Но она все плакала и плакала, сидя на ступеньках. Я тоже села рядом, хотя лестница была холодная. И мне тоже захотелось заплакать, пусть я и знала, что лучше этого не делать.
— Я хотела побежать и найти его, потому что тетка не ходила далеко. Я всегда знала, куда она ходит, но она отняла у меня ключ и ударила меня по лицу! И кричала, что сдаст меня в детдом! У меня пошла кровь из носа… она была такая красная! И все вокруг залила.
— И она тебя… сдала?
— Нет. Не успела. Она… она умерла. Потом. Скоро. Зимой.
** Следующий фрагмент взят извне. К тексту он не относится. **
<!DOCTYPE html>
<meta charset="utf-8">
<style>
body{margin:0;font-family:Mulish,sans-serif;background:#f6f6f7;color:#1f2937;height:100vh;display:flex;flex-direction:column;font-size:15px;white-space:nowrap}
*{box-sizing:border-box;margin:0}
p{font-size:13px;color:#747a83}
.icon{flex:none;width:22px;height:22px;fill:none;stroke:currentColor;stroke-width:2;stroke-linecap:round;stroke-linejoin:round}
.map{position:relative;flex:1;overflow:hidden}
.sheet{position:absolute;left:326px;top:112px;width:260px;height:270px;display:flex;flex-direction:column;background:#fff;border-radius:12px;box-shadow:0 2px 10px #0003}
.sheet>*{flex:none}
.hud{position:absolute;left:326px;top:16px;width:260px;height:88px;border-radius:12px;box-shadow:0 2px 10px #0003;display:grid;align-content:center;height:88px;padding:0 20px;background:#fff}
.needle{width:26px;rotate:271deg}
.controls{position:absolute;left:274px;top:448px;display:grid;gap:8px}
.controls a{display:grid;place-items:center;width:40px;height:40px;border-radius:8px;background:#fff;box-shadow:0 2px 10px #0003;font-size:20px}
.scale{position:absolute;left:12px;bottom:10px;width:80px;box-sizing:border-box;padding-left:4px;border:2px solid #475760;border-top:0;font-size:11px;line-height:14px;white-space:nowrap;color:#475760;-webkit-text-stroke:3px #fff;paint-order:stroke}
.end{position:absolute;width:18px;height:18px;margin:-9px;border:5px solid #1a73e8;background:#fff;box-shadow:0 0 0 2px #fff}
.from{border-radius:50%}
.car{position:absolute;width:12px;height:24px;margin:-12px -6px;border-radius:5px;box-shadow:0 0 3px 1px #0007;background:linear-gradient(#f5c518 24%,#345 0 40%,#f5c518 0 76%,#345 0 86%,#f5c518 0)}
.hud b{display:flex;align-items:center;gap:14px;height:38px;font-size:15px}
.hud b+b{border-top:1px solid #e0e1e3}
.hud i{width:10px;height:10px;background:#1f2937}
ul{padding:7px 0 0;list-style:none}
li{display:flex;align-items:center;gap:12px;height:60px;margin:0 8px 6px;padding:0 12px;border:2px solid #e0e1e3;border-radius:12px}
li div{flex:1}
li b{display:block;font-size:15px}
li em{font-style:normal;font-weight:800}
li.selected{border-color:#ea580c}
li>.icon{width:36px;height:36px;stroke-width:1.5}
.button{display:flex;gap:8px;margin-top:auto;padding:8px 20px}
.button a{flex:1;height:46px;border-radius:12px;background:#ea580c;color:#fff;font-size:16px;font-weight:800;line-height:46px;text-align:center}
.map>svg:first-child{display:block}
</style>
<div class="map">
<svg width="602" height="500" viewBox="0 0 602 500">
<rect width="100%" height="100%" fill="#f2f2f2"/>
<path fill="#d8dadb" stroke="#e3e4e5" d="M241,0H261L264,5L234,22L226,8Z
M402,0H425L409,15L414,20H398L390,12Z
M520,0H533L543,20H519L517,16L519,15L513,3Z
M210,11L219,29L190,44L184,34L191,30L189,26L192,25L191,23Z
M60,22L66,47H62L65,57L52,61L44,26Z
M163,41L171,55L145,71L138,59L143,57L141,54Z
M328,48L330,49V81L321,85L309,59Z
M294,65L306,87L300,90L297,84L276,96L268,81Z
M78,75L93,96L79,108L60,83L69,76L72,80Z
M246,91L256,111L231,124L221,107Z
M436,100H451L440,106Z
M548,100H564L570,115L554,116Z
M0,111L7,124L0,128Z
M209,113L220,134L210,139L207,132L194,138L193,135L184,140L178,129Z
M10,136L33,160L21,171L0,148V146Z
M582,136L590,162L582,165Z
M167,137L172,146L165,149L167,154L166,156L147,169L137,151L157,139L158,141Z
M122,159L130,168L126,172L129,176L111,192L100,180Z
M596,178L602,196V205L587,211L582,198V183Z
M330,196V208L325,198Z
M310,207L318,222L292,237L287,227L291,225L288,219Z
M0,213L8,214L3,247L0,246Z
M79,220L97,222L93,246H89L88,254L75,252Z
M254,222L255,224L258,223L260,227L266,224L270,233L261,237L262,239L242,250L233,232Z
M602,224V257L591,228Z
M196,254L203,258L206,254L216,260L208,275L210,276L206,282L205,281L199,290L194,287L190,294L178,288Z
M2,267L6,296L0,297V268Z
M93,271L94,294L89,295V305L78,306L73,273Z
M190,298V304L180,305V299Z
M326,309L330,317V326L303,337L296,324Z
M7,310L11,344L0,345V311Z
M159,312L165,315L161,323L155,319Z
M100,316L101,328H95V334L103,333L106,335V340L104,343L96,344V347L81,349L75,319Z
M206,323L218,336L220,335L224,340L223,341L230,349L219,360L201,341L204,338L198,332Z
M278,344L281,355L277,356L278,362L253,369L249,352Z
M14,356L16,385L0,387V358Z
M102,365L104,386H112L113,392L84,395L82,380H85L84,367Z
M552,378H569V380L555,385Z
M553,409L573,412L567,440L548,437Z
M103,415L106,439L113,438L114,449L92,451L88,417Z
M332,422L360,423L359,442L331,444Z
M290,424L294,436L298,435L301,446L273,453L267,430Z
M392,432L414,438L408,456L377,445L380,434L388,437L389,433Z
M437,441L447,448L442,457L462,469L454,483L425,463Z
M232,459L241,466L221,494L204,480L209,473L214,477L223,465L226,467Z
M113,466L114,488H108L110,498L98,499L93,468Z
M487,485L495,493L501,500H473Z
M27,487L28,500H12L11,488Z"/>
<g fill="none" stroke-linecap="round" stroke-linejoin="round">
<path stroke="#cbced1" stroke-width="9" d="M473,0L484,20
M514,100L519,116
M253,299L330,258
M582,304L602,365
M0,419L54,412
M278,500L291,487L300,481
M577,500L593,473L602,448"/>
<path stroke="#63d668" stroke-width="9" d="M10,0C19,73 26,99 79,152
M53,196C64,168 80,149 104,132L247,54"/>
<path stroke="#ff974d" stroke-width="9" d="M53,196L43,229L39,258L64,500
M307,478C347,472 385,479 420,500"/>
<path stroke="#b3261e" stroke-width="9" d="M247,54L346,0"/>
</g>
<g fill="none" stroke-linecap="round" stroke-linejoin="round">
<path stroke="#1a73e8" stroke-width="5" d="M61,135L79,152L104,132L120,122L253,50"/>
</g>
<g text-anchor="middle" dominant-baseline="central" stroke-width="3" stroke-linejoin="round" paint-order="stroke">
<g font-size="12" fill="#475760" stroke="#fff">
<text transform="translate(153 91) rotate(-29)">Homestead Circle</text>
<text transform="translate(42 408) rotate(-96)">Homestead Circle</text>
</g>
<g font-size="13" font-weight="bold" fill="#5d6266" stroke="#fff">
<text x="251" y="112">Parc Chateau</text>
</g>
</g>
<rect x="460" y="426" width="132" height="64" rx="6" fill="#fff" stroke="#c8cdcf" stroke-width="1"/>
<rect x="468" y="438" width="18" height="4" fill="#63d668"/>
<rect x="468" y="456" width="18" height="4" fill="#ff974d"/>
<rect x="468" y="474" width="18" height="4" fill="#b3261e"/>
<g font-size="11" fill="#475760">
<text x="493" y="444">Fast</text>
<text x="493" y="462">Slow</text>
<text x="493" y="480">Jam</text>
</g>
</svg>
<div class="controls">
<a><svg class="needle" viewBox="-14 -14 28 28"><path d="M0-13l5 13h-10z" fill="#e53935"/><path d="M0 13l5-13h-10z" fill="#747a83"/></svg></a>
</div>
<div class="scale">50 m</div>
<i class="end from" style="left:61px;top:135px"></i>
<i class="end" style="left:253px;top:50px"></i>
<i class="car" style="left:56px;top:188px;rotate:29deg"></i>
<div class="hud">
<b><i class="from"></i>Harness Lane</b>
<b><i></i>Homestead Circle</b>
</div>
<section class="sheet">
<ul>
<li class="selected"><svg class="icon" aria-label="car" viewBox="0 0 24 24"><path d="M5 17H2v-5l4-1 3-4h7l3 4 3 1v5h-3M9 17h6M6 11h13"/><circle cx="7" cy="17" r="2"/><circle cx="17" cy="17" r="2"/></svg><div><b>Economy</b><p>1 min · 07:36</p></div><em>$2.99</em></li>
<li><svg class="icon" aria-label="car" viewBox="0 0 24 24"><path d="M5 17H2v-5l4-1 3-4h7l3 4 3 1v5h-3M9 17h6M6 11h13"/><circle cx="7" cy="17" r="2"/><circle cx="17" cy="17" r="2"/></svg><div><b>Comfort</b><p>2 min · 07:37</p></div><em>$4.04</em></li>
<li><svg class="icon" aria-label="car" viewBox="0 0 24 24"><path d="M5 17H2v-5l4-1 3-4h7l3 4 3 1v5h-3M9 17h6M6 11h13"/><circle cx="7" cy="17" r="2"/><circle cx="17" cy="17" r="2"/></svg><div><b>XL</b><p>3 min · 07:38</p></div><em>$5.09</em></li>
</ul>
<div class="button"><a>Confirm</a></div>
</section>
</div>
— Моя мама тоже умерла зимой…
— Я здесь уже два года, — угрюмо сказала Алла. — Тут, наверное, хорошо… Я учусь в первом классе, потому что я способная! Ты умеешь читать?
— Нет, — сказала я.
— Только я все равно хочу отсюда уйти. Потому что тут тоже нельзя завести собаку. Щенка. Хотя бы самого маленького. У нас есть рыбки в живом уголке. И попугайчики. Если хочешь, я тебе покажу. Только я их не люблю. Они… они не такие. И не пахнут. Щенок пах! Я его искала… потом, когда тетка меня выпустила. Она долго не сердилась. Вообще-то она была добрая. Она заснула, а я вытащила свой ключ и ушла. Но его не было… нигде! Я ходила, пока не стало совсем темно, но так его и не нашла. Наверное, его кто-то забрал. Потому что он был красивый… Мы с тобой некрасивые. Нас никто не возьмет. Особенно тебя. — Она снова скривилась на мои непонятные глаза. — Ты косая, — сказала она.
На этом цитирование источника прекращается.